🤖 AI Summary
In scientific literature question answering, the re-ranking stage of RAG-LLMs exhibits high sensitivity to subtle term variations, yet its robustness and factual consistency in scientific contexts remain unassessed systematically. To address this gap, we introduce SciRerankBench—the first domain-specific re-ranking benchmark for scientific text—spanning five disciplines and comprising three challenging sample categories: noisy inputs, semantically similar but logically unrelated passages, and counterfactual statements. We evaluate 13 state-of-the-art re-rankers across five large language model backbones along three dimensions: noise robustness, relevance disambiguation, and factual consistency. Our analysis uncovers critical weaknesses of existing methods in handling scientific terminology, logical coherence, and factual grounding.
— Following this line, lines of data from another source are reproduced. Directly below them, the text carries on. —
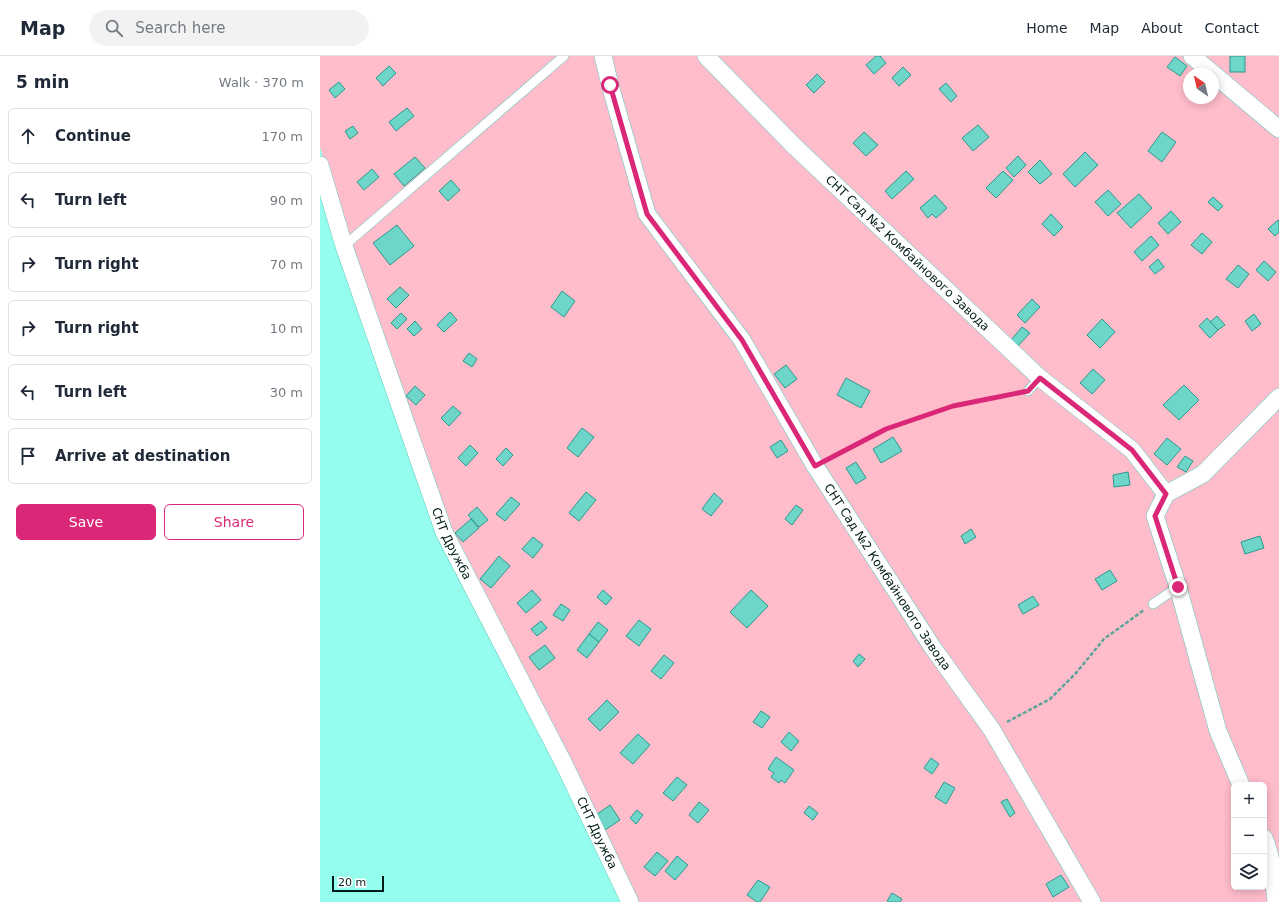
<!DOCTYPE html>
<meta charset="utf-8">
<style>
:root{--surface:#fff;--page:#f2f2f3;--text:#1f2937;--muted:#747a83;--line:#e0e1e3;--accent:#db2777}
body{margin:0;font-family:"DejaVu Sans",sans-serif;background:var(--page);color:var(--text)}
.controls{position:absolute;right:12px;bottom:12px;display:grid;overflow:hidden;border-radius:6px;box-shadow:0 2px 10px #0003}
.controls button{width:36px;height:36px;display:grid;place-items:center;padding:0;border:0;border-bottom:1px solid var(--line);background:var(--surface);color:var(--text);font:20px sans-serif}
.compass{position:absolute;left:863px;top:12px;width:36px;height:36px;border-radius:50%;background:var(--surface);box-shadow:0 2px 10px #0003;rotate:326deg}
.scale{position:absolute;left:12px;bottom:10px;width:52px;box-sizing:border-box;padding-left:4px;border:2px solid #001c19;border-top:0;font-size:11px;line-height:14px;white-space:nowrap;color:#001c19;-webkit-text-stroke:3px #fff;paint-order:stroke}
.stop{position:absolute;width:12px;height:12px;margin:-9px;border:3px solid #db2777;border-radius:50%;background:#fff}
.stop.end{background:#db2777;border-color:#fff;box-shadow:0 1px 4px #0008}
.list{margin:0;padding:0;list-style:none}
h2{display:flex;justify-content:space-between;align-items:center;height:52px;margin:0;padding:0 16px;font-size:17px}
h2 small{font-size:13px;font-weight:400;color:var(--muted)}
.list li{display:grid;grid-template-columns:26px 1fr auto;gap:12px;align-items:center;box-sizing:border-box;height:56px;margin:0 8px 8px;padding:0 8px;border:1px solid var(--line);border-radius:6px}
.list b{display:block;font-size:15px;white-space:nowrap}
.list em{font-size:13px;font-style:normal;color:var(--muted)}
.actions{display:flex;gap:8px;padding:12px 16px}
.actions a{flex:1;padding:9px 0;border:1px solid var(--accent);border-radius:6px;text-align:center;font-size:14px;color:var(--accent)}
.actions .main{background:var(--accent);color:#fff}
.icon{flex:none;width:22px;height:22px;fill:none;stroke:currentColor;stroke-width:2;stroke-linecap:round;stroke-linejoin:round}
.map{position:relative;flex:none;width:959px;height:846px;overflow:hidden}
header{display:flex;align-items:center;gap:24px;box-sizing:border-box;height:56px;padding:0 20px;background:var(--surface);border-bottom:1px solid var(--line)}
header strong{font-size:19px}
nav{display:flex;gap:22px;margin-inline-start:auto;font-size:14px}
.search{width:280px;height:36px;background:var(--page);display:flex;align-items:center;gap:10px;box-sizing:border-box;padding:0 14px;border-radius:22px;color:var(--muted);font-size:15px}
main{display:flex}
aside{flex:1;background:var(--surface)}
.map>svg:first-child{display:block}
.green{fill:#ffbccb;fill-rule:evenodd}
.building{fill:#6ed6c8;stroke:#299a8e}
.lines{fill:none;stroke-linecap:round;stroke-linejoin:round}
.service-casing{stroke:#60c8bb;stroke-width:10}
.minor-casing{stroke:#60c8bb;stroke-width:18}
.path{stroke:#5aa49a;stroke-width:2.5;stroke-dasharray:4 2;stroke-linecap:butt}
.service{stroke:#fff;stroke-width:9}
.minor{stroke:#fff;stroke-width:17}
.route{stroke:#db2777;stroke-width:5}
.labels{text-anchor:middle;stroke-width:4;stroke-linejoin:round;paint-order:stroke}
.street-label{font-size:12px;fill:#001c19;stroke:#fff}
</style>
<header>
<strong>Map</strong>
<div class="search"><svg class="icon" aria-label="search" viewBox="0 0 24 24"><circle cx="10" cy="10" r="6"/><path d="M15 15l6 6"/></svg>Search here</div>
<nav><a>Home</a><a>Map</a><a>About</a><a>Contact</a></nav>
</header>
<main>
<aside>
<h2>5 min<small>Walk · 370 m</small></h2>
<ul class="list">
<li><svg class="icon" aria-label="ahead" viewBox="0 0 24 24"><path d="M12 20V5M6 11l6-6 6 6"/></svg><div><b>Continue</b></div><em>170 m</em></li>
<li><svg class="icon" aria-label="left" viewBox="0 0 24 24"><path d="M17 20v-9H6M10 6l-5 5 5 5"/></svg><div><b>Turn left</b></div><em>90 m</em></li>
<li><svg class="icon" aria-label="right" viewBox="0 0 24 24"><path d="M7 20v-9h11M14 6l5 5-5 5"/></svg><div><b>Turn right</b></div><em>70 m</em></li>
<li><svg class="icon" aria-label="right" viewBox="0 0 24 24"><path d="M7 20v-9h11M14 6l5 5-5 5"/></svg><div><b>Turn right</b></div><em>10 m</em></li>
<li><svg class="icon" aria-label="left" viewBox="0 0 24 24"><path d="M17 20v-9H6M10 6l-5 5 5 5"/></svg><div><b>Turn left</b></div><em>30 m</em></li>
<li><svg class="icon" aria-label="arrive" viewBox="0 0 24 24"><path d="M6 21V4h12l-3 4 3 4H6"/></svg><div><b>Arrive at destination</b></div></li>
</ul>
<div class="actions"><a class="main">Save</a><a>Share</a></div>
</aside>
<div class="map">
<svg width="959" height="846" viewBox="0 0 959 846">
<rect width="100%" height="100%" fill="#95fdee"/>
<path class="green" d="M0,0H959V846H315L131,474L32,200L0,91ZM869,18H893V42H869ZM914,729H944V831H914Z"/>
<g class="building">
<polygon points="556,0 560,0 566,7 554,18 546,9"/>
<rect x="910" y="0" width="15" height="16"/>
<polygon points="855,1 867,10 860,20 847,11"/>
<polygon points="69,10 76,17 63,30 56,22"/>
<polygon points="583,11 591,19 579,30 572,22"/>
<polygon points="497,18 505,26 494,37 486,29"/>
<polygon points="19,26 25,33 15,42 9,34"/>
<polygon points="626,27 637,40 631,46 619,33"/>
<polygon points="87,52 94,60 76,75 69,66"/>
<polygon points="658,69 669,81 653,95 642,82"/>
<polygon points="33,70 38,77 30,83 25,75"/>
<polygon points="544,76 558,89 546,100 533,87"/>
<polygon points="842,76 856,86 842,106 828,95"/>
<polygon points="765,96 778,109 755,131 743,118"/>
<polygon points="698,100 706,109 694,121 686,112"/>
<polygon points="95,101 105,112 84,130 74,118"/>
<polygon points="720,104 732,118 720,128 708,116"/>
<polygon points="52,113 59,121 44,134 37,126"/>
<polygon points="586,115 594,123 572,143 565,135"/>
<polygon points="683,115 693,124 676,142 666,132"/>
<polygon points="131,124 140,134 128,145 119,135"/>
<polygon points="788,134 801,148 788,160 775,146"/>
<polygon points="819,138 832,152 811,172 797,157"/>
<polygon points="615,139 627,152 616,162 612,158 608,162 600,152"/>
<polygon points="893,141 903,150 898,155 888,146"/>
<polygon points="851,155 861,166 848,178 838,167"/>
<polygon points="731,158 743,171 734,180 722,168"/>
<polygon points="958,164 959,165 959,176 955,180 948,173"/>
<polygon points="77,169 94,190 70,209 53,187"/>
<polygon points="882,177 892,186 882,198 871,189"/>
<polygon points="831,180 839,189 822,205 814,196"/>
<polygon points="838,203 844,211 835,218 829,211"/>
<polygon points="944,205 956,216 948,225 936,214"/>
<polygon points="918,209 929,218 918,232 906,223"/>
<polygon points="80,231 89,239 76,252 67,243"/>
<polygon points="242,235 255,245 244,261 231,251"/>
<polygon points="712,243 720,251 705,267 697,259"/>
<polygon points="130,256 137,264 124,276 117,269"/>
<polygon points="81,257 87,263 77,273 71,267"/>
<polygon points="934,258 941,268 932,275 925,265"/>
<polygon points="897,260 905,269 898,274 890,266"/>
<polygon points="887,262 898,274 890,282 879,270"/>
<polygon points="782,263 795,276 780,292 767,279"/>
<polygon points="95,265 102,273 94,280 87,273"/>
<polygon points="702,271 710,277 698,290 691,284"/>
<polygon points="149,297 157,303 152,311 143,305"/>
<polygon points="466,309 477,323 465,332 454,318"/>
<polygon points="773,313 785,324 772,338 760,327"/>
<polygon points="526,322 550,335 541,352 517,339"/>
<polygon points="864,329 879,344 859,364 843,349"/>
<polygon points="95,330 105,339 96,349 86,340"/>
<polygon points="133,350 141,357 129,370 121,362"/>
<polygon points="262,372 274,381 258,401 247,392"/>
<polygon points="573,381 582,395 561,407 553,393"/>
<polygon points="847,382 861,393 847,409 834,398"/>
<polygon points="461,384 468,395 457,402 450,391"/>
<polygon points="150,389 158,397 146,410 138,402"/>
<polygon points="186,392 193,399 183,410 176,403"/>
<polygon points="865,400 873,405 866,416 857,411"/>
<polygon points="536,406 546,422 536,428 526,412"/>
<polygon points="808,416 810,429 794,431 793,419"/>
<polygon points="266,436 276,444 259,465 249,457"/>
<polygon points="394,437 403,445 391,460 382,453"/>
<polygon points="191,441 200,448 185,465 176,458"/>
<polygon points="476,449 483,454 472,469 465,463"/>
<polygon points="157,451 168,464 159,471 148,459"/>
<polygon points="151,463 159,472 143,486 135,477"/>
<polygon points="651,473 656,481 645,488 641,480"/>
<polygon points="940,480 944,492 925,498 921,486"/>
<polygon points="213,481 223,489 213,502 202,493"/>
<polygon points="179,500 190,510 171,532 160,523"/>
<polygon points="790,514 797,525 782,534 775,523"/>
<polygon points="212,534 221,544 206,557 197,547"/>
<polygon points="283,534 292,542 286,549 277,541"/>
<polygon points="431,534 448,550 427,572 410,556"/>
<polygon points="713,540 719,549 703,558 698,549"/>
<polygon points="241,548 250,554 243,565 233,559"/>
<polygon points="319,564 331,573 319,590 306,580"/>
<polygon points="221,565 227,572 217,580 211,573"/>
<polygon points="278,566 288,574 279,586 269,578"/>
<polygon points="269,578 279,586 267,602 257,594"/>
<polygon points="225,589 235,602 219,614 209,601"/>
<polygon points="539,598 545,603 538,611 533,605"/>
<polygon points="344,599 354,607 341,623 331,615"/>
<polygon points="287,644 299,656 280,675 268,663"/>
<polygon points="441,655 450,661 442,672 433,666"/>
<polygon points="469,676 479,685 471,695 461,686"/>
<polygon points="318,678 330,689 313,708 300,697"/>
<polygon points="456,701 474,714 465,727 461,724 459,727 451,721 454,717 448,713"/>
<polygon points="611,702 619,708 612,718 604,712"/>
<polygon points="357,721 367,729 353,745 343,737"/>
<polygon points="624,726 635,732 626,748 615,741"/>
<polygon points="687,743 695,757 690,761 681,746"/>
<polygon points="379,746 389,754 378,767 369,759"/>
<polygon points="290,749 300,764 285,774 276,759"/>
<polygon points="489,750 498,757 493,764 484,757"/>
<polygon points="317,754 323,759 316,768 310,762"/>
<polygon points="337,796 348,805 335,820 324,811"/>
<polygon points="357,800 368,809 355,824 345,815"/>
<polygon points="741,819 749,831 733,841 726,828"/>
<polygon points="438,824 450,831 440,846 437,846 427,839"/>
<polygon points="572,837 582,843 580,846 569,846 567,845"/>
</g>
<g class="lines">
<g class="service-casing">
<g id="service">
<polyline points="24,190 244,0"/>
<polyline points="708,335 720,322"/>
<polyline points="833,548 858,531"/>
</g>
</g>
<g class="minor-casing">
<g id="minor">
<path id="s1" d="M283,0L290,29L327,158L422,284L495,410L613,592L672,674L772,846"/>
<path id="s2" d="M386,0L474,90L720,322L812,394L846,438L883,418L959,341"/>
<polyline points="872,0 959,73"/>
<path id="s3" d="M0,109L24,190L124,476L244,708L310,846"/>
<polyline points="846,438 835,460 858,531 898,675 921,729"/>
<path d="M944,782C952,800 954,826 956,846"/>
</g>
</g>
<g class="path">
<polyline points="509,403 566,373 633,350 696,338"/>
<polyline points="687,666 730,643 756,617 784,583 824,554"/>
</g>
<use href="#service" class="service"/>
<use href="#minor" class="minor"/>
</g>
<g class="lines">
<polyline class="route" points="290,29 327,158 422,284 495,410 566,373 633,350 708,335 720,322 812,394 846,438 835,460 858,531"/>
</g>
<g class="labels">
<g class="street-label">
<text dy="4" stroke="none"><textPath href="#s2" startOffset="282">СНТ Сад №2 Комбайнового Завода</textPath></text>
<text dy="4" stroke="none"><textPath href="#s3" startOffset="401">СНТ Дружба</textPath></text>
<text dy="4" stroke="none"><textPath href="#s1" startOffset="600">СНТ Сад №2 Комбайнового Завода</textPath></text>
<text dy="4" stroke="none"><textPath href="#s3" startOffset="725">СНТ Дружба</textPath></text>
</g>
</g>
</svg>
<div class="controls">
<button>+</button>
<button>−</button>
<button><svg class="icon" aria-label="layers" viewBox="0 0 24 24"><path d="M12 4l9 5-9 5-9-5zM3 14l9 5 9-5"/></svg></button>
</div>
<svg class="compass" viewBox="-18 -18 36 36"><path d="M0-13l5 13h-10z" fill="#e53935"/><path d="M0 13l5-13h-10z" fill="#747a83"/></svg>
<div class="scale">20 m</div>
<div class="stop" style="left:290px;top:29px"></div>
<div class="stop end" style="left:858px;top:531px"></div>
</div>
</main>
SciRerankBench establishes a novel evaluation paradigm for re-ranking in RAG pipelines and provides empirically grounded directions for targeted improvement.
📝 Abstract
Scientific literature question answering is a pivotal step towards new scientific discoveries. Recently, extit{two-stage} retrieval-augmented generated large language models (RAG-LLMs) have shown impressive advancements in this domain. Such a two-stage framework, especially the second stage (reranker), is particularly essential in the scientific domain, where subtle differences in terminology may have a greatly negative impact on the final factual-oriented or knowledge-intensive answers. Despite this significant progress, the potential and limitations of these works remain unexplored. In this work, we present a Scientific Rerank-oriented RAG Benchmark (SciRerankBench), for evaluating rerankers within RAG-LLMs systems, spanning five scientific subjects. To rigorously assess the reranker performance in terms of noise resilience, relevance disambiguation, and factual consistency, we develop three types of question-context-answer (Q-C-A) pairs, i.e., Noisy Contexts (NC), Semantically Similar but Logically Irrelevant Contexts (SSLI), and Counterfactual Contexts (CC). Through systematic evaluation of 13 widely used rerankers on five families of LLMs, we provide detailed insights into their relative strengths and limitations. To the best of our knowledge, SciRerankBench is the first benchmark specifically developed to evaluate rerankers within RAG-LLMs, which provides valuable observations and guidance for their future development.